Mass estimation
In data mining, mass estimation is a recently proposed data modelling mechanism, as an alternative to density estimation, to solve data mining problems. Unlike density estimation, it models data distribution without using distance measure. Mass estimation has been successfully applied in solving different data mining tasks such as anomaly detection, clustering, information retrieval, classification and regression. Mass-based data mining methods often perform better than or at least as well as the state-of-the-art methods, but they run orders of magnitude faster than their distance/density-based counterparts. It is because mass is more fundamental than density (density = mass/volume) which can be estimated more efficiently.
Definition
In the simplest form, mass (or data mass) is the number of instances in a bounded region. Given a function $\Tau($·) that defines local regions by partitioning the data space, the mass of an instance x that lies in the region $\Tau(x)$ can be estimated as:
$m(x)=|\Tau(x)|$ Eqn.(1)
The mass base function m(·) depends on the implementation of $\Tau($·). Two regions can have the same mass regardless of the characteristics of regions such as shape, volume or density. All the instances in a region have the same mass, i.e., the cardinality of the region.
One-dimensional mass estimation
Let D be a set of n instances in R. The data is divided into two non-empty regions with a binary split at s on the real line. The mass distribution at x is estimated as the sum of mi(x) weighted by p(si) as a result of n − 1 possible si.
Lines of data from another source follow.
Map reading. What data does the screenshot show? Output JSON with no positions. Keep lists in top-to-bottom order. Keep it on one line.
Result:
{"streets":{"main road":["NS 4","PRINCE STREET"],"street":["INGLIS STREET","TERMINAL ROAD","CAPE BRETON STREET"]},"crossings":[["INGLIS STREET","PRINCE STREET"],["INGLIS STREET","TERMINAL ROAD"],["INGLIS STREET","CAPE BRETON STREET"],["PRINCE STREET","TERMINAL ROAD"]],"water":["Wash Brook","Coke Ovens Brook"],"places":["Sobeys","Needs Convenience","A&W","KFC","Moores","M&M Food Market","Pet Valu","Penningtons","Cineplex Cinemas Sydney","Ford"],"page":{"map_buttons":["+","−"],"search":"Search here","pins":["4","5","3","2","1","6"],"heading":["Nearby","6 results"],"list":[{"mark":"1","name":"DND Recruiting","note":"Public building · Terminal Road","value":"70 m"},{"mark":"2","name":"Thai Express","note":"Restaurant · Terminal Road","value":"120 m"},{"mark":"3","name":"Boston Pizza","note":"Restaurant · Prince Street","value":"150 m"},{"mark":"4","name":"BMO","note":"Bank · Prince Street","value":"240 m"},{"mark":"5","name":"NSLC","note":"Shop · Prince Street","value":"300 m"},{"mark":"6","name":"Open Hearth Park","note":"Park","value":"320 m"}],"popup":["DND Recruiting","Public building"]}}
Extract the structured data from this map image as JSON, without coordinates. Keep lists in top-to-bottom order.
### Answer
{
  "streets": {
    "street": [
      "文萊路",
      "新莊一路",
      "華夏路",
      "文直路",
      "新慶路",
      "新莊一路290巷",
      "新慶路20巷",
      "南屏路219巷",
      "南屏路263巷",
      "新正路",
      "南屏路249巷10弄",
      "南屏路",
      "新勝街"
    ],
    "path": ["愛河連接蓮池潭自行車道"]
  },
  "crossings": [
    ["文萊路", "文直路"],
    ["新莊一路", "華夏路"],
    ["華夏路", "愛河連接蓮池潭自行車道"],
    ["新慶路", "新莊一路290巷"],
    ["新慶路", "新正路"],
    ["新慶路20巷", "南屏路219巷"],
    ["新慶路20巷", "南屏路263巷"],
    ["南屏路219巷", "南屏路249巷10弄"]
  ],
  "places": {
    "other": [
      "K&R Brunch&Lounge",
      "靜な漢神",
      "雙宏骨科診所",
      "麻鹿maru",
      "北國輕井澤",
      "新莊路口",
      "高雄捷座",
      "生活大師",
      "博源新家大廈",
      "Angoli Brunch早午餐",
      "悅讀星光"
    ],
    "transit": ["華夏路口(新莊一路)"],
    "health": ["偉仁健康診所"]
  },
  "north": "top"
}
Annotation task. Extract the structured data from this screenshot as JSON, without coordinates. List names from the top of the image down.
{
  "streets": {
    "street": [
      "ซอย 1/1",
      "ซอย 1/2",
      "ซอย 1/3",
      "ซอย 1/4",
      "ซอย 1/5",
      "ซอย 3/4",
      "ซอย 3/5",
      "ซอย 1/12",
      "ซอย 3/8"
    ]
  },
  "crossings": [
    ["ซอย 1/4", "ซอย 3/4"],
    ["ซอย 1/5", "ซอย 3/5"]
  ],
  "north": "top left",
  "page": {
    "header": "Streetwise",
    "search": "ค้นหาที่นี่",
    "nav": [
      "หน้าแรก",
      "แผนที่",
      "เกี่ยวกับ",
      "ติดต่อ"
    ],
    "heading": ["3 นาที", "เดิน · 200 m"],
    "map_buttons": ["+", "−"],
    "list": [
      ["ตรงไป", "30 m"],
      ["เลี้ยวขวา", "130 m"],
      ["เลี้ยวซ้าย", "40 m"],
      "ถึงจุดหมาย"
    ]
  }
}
$mass(x|D) = \sum_{i=1}^{n-1}m_i(x)\times p(s_i)$ Eqn.(2)
where p(si) is the probability of selecting si. If x1 < x2 < ... < xn − 1 < xn are instances in D, then $p(s_i)=\frac{x_{i+1}-x_i}{x_n-x_1} > 0$.
In the example shown in Figure 1:
mass(x1|D) = 1p(s1) + 2p(s2) + 3p(s3) + 4p(s4)
mass(x2|D) = 4p(s1) + 2p(s2) + 3p(s3) + 4p(s4)
mass(x3|D) = 4p(s1) + 3p(s2) + 3p(s3) + 4p(s4)
mass(x4|D) = 4p(s1) + 3p(s2) + 2p(s3) + 4p(s4)
mass(x5|D) = 4p(s1) + 3p(s2) + 2p(s3) + 1p(s4)
Mass estimation using Eqn. 2 is a level-1 mass estimation. Level-h > 1 mass can be estimated recursively as follows:
$mass(x,h|D) = \sum_{i=1}^{|D|-1}mass(x,h-1|\{y|y\in \Tau_i(x)\})\times p(s_i)$ Eqn.(3)
Examples of data modelling in terms of mass distribution are shown in Figure 2.
Properties
Mass estimation has the following characteristics:
- A mass distribution stipulates an ordering from core points to fringe points in a data cloud. In addition, this ordering accentuates the fringe points with a concave function - fringe points have markedly smaller mass than points close to the core points.
- Mass estimation is more efficient than density estimation because mass is computed by simple counting and it requires only a small sample through an ensemble approach.
- Mass can be interpreted as a measure of relevance with respect to the concept underlying the data, i.e., core points indicate that they are highly relevant and fringe points indicates that they are less relevance.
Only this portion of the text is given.